Performance metrics across these architectures (e.g., sensitivity, specificity, accuracy) are reported from original sources as cited, but inconsistencies arise from varying study designs, such as different validation splits or class imbalances. For instance, CNNs often report AUC values above 0.95 in internal validation but drop in external tests, highlighting the need for standardized reporting. No table is included here, but if present elsewhere, it should align methodological details (e.g., training/validation splits, overfitting mitigation) with those of other diagnostic methods for consistency.
3.4.2. Input Features and Training Data Sources
AI models in keratoconus research utilize a wide range of input data depending on the imaging device:
Topography: Axial/sagittal curvature maps, tangential maps, anterior elevation, posterior elevation.
Tomography (Scheimpflug): Pachymetric progression, Belin/Ambrosio indices, corneal thickness spatial profiles.
AS-OCT: Epithelial thickness distribution, stromal reflectivity patterns.
Biomechanics: CorVis ST metrics (DA ratio, integrated inverse radius), ORA metrics (corneal hysteresis, corneal resistance factor).
The heterogeneity of device-specific parameters explains why AI models are not directly interchangeable across imaging platforms. However, the absence of domain-adaptation strategies or cross-device harmonization methods means that current models remain device-locked, limiting their real-world deployment where patients may be imaged across different technologies. Regarding subclinical keratoconus detection, AI models leverage epithelial features (e.g., thinning patterns in AS-OCT), posterior features (e.g., elevation asymmetries in tomography), and biomechanical features (e.g., reduced hysteresis in ORA) through integrated multi-modal inputs. For example, CNNs can learn compensatory epithelial thickening over posterior ectasia, while Random Forests rank biomechanical stiffness as key predictors, though more studies are needed to dissect these contributions via ablation experiments.
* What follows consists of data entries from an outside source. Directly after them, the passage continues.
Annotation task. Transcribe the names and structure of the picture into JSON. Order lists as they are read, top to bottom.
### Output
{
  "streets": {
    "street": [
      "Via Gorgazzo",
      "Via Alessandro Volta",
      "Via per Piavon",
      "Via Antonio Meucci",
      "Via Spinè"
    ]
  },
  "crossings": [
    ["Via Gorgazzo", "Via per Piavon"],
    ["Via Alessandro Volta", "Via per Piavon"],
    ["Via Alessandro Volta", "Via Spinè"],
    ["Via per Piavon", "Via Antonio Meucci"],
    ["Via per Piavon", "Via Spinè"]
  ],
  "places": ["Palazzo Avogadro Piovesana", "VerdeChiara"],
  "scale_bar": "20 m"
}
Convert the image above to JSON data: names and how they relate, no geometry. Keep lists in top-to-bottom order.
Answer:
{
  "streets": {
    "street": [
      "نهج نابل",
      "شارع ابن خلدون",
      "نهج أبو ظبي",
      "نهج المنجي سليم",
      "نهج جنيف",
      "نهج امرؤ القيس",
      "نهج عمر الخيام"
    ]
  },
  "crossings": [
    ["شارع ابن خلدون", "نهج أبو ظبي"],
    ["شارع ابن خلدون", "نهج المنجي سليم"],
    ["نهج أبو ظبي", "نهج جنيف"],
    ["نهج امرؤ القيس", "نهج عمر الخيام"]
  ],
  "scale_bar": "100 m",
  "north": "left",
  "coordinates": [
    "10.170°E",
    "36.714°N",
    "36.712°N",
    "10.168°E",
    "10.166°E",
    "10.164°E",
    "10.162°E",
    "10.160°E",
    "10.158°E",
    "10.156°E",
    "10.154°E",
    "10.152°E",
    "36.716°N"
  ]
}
3.4.3. Clinical Applicability
AI has the potential to transform keratoconus screening and monitoring by providing:
- Automated, operator-independent risk assessment;
- Improved detection in borderline cases;
- Standardized interpretation across clinicians and centers;
- Valuable support in high-volume screening programs and teleophthalmology.
As the number of input cases increases, the AI system’s predictive accuracy improves through continuous learning, gradually adapting and refining its output based on accumulated experience. The application of machine learning models in the clinical management of keratoconus has the potential to significantly enhance the efficiency and accuracy of both diagnosis and disease monitoring. By facilitating earlier detection and more individualized follow-up, these technologies may ultimately contribute to the prevention of disease progression and the reduction in vision loss in affected patients [90]. Nonetheless, meaningful clinical adoption requires transparent AI systems. No existing keratoconus AI model incorporates Explainable AI (XAI), leaving clinicians without insight into the reasoning behind model predictions. XAI techniques, such as SHAP values for feature attribution or LIME for local explanations, are essential for medical applications to build trust and ensure regulatory compliance. Future research must address this gap, along with multicenter validation, standardized reporting of performance metrics, and evaluation across diverse populations to ensure reliability and clinical safety. Claims about AI precision and diagnostic standardization remain provisional without evidence from multi-site trials and prospective studies, which are needed to validate generalizability and mitigate biases.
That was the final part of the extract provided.